[Collected data entries]
━━━━━━━━

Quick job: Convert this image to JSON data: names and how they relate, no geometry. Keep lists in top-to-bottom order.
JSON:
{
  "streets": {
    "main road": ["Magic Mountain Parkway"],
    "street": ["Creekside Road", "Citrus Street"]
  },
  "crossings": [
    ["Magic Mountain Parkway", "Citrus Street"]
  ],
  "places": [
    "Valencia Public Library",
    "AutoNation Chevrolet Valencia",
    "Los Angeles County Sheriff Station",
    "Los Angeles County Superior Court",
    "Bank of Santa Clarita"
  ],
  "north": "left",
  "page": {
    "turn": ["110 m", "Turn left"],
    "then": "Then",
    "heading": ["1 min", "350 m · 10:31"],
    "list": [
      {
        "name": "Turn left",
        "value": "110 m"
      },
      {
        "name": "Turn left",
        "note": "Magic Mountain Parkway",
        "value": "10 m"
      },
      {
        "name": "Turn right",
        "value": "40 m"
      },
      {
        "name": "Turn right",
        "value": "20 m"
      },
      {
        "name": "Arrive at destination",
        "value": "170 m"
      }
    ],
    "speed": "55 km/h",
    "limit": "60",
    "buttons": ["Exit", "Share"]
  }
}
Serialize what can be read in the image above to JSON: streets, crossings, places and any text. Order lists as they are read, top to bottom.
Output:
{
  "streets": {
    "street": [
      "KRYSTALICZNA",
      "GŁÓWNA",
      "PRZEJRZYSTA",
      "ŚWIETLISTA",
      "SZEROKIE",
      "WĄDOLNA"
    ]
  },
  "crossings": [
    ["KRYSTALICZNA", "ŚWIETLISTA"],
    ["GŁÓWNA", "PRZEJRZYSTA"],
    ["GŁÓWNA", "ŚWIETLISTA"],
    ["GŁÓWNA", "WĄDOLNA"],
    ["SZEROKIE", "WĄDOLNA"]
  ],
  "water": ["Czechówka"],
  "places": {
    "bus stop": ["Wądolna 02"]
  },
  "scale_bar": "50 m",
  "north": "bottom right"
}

━━━━━━━━

- [EXERCISE DIRECTIONS]:
Check each line of the entries above for the string "lists", and return those that contain it.

- [RESULT OF THIS EXERCISE]:
Quick job: Convert this image to JSON data: names and how they relate, no geometry. Keep lists in top-to-bottom order.
Serialize what can be read in the image above to JSON: streets, crossings, places and any text. Order lists as they are read, top to bottom.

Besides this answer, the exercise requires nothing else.